Let's say I want to get rid of all of the lines that say something like: "I have data in here" or "These could be fasta sequences." I could do it via GUI, but that would be time consuming, especially when we start working in LEAP2 (our HPC). However, we can use ```nano``` to open the file up directly in our CLI and edit the file here. 

**Unfortunately, the ```nano``` command does not work directly within a Jupyter notebook because Jupyter provides their own web-based interface for editing and running code, which is separate from command-line text editors like ```nano```.** We will go over ```nano``` in class. 

### Delete files/directories- ```rm```

A lot of times when you're working with files as large as .fasta files can be, or when you're working on an HPC, it isn't easy to delete files via GUI. It can take too long or be too power-intensive, especially when you need to work on the HPC. To work around this, we often use the remove ```rm``` command. 

#### ```rm``` Command
The ```rm``` command is used to delete files and directories. The basic syntax is: ```rm [option] [file]```, but by default, it will not delete directories.

Let's first start out with removing a couple of the **dog_pics** files for practice. 

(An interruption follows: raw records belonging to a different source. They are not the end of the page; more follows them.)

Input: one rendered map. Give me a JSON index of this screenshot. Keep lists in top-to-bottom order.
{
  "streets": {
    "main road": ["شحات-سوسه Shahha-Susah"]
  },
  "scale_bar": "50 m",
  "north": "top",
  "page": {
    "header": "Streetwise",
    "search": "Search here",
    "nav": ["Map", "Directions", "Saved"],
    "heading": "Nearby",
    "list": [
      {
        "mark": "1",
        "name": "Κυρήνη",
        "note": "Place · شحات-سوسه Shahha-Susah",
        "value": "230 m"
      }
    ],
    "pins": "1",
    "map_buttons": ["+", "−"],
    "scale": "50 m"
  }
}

I want to delete the .PNG picture of Claude. To do this, I would:

In [1]:
cd ~/dog_pics/claude/

/home/jovyan/dog_pics/claude


In [2]:
rm claude1.PNG

After running this, you will see that this file is no longer in our **claude** directory. If we were in another directory and wanted to do this without changing our working directory, we could run:

```rm ~/dog_pics/claude/claude1.PNG```

and this is true for most commands.

Let's say I wanted to delete multiple files at once and remove all of the photos from the **claude** directory. In this case, we would run:

In [3]:
rm claude2.JPG claude3.JPG

And as you will be able to see via GUI, the **claude** directory is now empty. 

The ```rm``` command has some common options/flags:

1. ```-r``` or ```-R```: Recursively delete directories and their contents
2. ```-f```: Force deletion without prompting for confirmation
3. ```-i```: Interactive mode, prompts before each deletion
4. ```-v```: Verbose mode, shows what's being deleted

The most important of these flags for our purposes is probably the ```-r``` flag, which will allow us to delete entire directories and their contents. Let's try it out with the **jimmy** directory. 

In [5]:
rm -r ~/dog_pics/jimmy

If we tried to delete the directory without the ```-r```, it would spit back an error telling us that because **jimmy** is a directory, we cannot delete it. 

### Great work getting through this module everyone! I know this one was a little bit more intensive, but remember that you can always look these commands and their flags up. What's important is getting the syntax down.

> If you need any more practice, please play around in the terminal.